Read through the records. Copy each line that has the word "ЛАБАЗАНОВА".

◆ Material for this task:
┏━━

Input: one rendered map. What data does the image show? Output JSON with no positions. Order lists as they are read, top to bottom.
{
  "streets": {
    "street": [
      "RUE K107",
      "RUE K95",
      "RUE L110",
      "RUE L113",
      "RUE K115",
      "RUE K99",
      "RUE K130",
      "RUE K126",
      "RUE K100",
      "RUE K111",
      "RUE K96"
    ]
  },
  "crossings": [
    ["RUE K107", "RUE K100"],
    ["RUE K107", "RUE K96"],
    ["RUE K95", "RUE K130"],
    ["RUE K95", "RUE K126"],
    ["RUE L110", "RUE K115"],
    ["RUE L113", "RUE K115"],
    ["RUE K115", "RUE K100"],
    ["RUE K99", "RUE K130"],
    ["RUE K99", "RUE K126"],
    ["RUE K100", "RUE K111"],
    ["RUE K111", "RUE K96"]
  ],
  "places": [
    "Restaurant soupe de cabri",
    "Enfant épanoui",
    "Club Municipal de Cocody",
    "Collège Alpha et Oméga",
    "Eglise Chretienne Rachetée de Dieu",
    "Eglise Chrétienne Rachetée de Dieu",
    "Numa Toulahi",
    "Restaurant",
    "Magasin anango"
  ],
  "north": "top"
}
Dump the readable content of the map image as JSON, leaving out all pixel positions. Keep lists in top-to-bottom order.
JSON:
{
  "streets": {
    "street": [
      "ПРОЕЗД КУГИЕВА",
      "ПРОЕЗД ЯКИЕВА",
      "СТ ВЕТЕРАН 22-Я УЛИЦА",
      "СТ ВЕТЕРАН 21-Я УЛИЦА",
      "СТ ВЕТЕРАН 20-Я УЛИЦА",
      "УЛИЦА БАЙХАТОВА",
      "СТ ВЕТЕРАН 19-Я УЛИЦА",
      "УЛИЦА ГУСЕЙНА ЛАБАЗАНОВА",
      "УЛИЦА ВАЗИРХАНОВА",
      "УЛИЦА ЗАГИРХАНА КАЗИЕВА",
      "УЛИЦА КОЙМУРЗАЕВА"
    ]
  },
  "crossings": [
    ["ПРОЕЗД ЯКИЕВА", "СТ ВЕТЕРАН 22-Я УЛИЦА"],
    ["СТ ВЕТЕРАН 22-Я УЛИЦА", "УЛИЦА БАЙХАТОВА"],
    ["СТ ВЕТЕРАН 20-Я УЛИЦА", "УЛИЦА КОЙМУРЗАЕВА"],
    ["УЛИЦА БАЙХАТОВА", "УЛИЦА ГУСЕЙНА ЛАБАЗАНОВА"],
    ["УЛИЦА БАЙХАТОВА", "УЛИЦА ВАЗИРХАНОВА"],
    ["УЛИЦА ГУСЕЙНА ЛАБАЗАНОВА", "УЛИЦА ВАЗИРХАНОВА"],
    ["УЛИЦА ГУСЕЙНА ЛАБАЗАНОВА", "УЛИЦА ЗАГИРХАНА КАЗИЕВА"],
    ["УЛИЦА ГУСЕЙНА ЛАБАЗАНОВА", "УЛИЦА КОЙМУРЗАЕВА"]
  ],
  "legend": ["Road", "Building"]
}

┗━━

◆ Response below:
      "УЛИЦА ГУСЕЙНА ЛАБАЗАНОВА",
    ["УЛИЦА БАЙХАТОВА", "УЛИЦА ГУСЕЙНА ЛАБАЗАНОВА"],
    ["УЛИЦА ГУСЕЙНА ЛАБАЗАНОВА", "УЛИЦА ВАЗИРХАНОВА"],
    ["УЛИЦА ГУСЕЙНА ЛАБАЗАНОВА", "УЛИЦА ЗАГИРХАНА КАЗИЕВА"],
    ["УЛИЦА ГУСЕЙНА ЛАБАЗАНОВА", "УЛИЦА КОЙМУРЗАЕВА"]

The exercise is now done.